Models: [textsum]:TypeError: 'str' does not support the buffer interface

Created on 25 Apr 2017 · 12Comments · Source: tensorflow/models

when i run training command,
$ bazel-bin/textsum/seq2seq_attention \
--mode=train \
--article_key=article \
--abstract_key=abstract \
--data_path=data/training-* \
--vocab_path=data/vocab \
--log_root=textsum/log_root \
--train_dir=textsum/log_root/train
the shell alerts me on data.py file,
Exception in thread Thread-2:
Traceback (most recent call last):
File "/home/led/anaconda2/envs/tensorflow/lib/python3.4/threading.py", line 911, in _bootstrap_inner
self.run()
File "/home/led/anaconda2/envs/tensorflow/lib/python3.4/threading.py", line 859, in run
self._target(self._args, *self._kwargs)
File "/home/led/textsum/textsum/batch_reader.py", line 138, in _FillInputQueue
data.ToSentences(article, include_token=False)]
File "/home/led/textsum/textsum/data.py", line 215, in ToSentences
return [s for s in s_gen]
File "/home/led/textsum/textsum/data.py", line 215, in
return [s for s in s_gen]
File "/home/led/textsum/textsum/data.py", line 189, in SnippetGen
start_p = text.index(start_tok, cur)
TypeError: 'str' does not support the buffer interface
could someone tell me what;s wrong?

awaiting model gardener builinstall

Source

18811376770

Most helpful comment

The above changes don't work for me. It brings new bugs to the model. My solution is

At around line 189 in data.py:

      #start_p = text.index(start_tok, cur)
      start_p = text.index(start_tok.encode(), cur)
      #end_p = text.index(end_tok, start_p + 1)
      end_p = text.index(end_tok.encode(), start_p + 1)

At last line in data.py:

      #return [s for s in s_gen]
      return [s.decode() for s in s_gen]

skpenn on 29 Aug 2017

👍2

All 12 comments

That looks like you are using an older not python 3 compatible version of textsum. @nealwu, perhaps can comment. He checked this in:
https://github.com/tensorflow/models/commit/66eb101896a1b7c1691c7416668776ea60ddb78f

Could you please specify what version of textsum you are using i.e. git describe in the root of the models directory.

aselle on 25 Apr 2017

That commit was a modification from this pull request: https://github.com/tensorflow/models/pull/1244.

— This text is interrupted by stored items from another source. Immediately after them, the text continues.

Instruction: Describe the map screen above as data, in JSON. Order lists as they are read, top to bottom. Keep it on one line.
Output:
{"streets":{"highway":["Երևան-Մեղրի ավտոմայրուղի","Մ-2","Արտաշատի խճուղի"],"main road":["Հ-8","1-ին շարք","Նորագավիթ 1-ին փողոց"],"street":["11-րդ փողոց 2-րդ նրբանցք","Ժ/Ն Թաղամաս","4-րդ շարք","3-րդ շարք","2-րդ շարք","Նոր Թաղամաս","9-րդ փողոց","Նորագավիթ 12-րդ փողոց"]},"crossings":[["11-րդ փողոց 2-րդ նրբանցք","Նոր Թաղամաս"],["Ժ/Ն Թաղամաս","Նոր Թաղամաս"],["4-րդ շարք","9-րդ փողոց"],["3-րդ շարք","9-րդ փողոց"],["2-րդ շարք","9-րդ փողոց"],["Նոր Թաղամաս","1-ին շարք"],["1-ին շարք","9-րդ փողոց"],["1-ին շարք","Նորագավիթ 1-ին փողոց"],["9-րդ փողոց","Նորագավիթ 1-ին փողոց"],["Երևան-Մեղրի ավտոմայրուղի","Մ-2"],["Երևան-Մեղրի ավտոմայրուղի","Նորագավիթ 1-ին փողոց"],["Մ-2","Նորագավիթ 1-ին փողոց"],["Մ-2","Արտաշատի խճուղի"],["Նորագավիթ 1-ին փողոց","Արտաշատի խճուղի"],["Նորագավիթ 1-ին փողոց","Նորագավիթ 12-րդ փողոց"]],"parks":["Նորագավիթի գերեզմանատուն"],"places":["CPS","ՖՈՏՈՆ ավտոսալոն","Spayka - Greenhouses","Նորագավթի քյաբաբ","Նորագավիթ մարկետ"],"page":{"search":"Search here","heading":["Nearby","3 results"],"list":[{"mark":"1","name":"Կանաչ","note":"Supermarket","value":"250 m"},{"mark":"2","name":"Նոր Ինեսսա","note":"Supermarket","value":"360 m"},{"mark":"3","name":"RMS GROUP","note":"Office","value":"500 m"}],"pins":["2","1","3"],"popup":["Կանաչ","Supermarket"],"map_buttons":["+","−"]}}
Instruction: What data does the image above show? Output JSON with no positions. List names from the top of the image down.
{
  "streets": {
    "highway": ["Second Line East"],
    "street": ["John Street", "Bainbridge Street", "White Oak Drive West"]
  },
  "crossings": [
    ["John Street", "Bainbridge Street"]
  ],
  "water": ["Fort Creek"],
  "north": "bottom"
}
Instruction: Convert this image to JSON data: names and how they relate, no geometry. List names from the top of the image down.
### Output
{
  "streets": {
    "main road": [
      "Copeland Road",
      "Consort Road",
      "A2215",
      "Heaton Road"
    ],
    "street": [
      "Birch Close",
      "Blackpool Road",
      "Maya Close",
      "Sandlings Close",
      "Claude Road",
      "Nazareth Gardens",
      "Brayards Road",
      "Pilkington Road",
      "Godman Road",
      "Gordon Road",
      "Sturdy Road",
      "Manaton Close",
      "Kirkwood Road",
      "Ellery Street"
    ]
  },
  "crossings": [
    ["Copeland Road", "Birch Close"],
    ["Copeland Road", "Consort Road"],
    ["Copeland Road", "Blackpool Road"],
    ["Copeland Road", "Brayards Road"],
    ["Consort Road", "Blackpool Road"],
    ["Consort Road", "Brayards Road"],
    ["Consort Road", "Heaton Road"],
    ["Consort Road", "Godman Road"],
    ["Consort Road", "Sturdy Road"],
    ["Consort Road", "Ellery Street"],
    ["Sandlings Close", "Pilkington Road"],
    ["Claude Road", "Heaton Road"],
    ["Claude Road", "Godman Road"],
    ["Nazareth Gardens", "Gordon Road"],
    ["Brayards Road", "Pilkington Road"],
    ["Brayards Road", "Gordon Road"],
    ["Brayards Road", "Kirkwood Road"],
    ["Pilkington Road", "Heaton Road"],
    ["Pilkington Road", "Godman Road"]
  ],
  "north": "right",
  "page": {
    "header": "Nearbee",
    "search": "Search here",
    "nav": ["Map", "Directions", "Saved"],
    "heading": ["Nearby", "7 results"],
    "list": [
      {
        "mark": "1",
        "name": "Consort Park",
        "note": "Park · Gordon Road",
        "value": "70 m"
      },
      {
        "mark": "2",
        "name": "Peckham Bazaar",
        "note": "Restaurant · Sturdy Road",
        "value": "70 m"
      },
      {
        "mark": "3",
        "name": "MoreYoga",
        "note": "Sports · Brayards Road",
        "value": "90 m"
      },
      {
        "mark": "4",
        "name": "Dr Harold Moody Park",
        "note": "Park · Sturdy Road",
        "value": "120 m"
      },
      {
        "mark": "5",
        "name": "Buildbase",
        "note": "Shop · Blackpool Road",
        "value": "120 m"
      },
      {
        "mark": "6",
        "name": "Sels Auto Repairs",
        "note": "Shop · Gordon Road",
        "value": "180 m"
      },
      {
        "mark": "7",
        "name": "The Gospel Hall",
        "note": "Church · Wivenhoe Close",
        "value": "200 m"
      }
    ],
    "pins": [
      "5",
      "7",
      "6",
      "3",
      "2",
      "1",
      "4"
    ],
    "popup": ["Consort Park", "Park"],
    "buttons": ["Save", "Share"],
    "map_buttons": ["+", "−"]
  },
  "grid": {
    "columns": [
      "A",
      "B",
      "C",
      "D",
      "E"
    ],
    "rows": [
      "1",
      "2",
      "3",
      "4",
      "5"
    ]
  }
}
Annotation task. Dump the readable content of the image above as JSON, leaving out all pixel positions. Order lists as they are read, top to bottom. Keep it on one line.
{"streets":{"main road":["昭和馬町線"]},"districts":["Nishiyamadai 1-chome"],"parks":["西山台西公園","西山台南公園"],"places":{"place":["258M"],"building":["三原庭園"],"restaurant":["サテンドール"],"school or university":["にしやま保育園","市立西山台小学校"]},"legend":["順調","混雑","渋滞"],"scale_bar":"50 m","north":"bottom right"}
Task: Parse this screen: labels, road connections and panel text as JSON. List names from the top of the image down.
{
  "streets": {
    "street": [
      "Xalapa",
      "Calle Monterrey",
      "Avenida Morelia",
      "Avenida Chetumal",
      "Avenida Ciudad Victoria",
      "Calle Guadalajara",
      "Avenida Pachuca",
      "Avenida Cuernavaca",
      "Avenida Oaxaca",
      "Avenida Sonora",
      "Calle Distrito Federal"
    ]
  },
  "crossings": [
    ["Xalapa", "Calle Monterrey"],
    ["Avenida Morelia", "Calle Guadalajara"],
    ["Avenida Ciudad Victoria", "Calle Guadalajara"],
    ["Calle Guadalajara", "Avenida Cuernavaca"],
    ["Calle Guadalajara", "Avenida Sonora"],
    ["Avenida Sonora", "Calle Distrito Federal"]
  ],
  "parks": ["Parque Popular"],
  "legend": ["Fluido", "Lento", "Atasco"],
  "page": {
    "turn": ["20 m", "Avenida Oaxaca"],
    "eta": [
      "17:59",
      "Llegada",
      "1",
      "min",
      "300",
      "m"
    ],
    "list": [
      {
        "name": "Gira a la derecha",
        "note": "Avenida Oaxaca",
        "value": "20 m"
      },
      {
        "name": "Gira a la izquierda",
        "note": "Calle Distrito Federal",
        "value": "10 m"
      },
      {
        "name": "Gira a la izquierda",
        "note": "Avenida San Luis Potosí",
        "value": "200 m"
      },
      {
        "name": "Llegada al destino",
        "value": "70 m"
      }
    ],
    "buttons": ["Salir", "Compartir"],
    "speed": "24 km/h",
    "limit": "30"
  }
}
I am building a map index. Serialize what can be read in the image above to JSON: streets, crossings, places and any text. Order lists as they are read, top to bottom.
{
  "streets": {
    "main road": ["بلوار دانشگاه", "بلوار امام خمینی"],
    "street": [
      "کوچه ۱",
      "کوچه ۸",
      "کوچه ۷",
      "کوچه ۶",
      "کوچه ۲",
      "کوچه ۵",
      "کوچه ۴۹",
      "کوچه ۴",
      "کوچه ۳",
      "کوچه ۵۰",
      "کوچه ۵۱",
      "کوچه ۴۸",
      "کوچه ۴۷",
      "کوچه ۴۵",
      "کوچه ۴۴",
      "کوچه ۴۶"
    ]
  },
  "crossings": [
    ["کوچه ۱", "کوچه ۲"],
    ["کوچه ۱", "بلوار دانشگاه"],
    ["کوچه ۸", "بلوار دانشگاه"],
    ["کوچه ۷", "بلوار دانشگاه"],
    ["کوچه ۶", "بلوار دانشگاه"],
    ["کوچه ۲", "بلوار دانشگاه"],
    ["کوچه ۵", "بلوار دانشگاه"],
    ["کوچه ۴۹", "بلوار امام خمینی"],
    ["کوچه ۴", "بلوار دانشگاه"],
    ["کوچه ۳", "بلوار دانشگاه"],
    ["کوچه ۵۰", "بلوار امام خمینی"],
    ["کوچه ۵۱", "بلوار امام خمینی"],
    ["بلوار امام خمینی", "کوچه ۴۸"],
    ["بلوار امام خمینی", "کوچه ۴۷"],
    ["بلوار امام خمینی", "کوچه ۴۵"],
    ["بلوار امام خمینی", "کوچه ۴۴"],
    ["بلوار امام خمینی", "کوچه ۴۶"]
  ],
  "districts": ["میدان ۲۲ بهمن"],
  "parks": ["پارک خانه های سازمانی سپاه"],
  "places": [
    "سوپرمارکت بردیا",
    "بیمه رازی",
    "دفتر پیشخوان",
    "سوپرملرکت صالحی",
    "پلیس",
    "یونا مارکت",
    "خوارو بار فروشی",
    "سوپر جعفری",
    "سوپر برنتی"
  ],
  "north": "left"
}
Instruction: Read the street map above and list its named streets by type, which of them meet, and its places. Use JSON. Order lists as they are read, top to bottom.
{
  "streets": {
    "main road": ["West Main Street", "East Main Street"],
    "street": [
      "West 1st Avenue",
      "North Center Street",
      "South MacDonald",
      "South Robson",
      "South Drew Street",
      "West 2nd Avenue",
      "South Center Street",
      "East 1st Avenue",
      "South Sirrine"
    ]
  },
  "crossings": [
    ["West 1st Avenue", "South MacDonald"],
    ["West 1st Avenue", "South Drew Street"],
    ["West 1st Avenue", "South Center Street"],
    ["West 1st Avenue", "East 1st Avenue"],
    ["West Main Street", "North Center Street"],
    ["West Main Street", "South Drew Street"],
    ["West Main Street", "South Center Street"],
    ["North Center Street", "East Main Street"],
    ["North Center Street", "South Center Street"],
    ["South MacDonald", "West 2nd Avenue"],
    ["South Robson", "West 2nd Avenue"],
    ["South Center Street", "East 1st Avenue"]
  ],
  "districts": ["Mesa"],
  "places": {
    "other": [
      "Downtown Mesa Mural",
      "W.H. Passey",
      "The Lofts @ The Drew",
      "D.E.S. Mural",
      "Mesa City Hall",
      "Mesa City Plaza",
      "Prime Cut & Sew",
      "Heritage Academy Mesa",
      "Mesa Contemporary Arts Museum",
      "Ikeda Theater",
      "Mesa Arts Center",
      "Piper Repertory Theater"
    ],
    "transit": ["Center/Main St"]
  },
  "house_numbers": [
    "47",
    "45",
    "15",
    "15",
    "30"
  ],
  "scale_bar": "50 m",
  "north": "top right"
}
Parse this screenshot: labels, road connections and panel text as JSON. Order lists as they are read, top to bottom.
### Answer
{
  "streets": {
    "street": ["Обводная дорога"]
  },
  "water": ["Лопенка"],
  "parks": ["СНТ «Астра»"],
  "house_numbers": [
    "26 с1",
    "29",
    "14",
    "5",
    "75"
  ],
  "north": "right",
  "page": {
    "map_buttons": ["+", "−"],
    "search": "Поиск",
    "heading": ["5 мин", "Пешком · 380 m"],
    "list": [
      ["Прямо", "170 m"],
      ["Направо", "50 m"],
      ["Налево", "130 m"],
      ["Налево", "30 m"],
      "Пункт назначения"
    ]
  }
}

@studynon, did you ever run into an issue like this?

nealwu on 26 Apr 2017

@aselle
commit d6bee2c713c6aed6522ab32c34b57412d0216d95
Author: Neal Wu neal@nealwu.com
Date: Wed Apr 5 17:22:27 2017 -0700

18811376770 on 26 Apr 2017

Perhaps the model is still not fully compatible with Python 3. It seems like you need to convert the string into bytes in this case. @aselle, do you know how to do that while maintaining Python 2 compatibility?

nealwu on 26 Apr 2017

@nealwu, I've only dabbled with python2 vs python3, but as far as I know the usual approach is to use six functionality as much as possible instead of the python functionality directly. Maybe this
http://six.readthedocs.io/#binary-and-text-data
?

aselle on 26 Apr 2017

@18811376770 could you try using six.b() to convert the string to bytes? If that fixes your problem, please submit a pull request for it and we'll merge.

nealwu on 26 Apr 2017

The following changes help me to run the code in python3. Basically it calls the str.decode() and str.encode() functions in python3:

At around line 189 in data.py:

      start_p = text.index(start_tok.encode(), cur)
      # start_p = text.index(start_tok, cur)
      end_p = text.index(end_tok.encode(), start_p + 1)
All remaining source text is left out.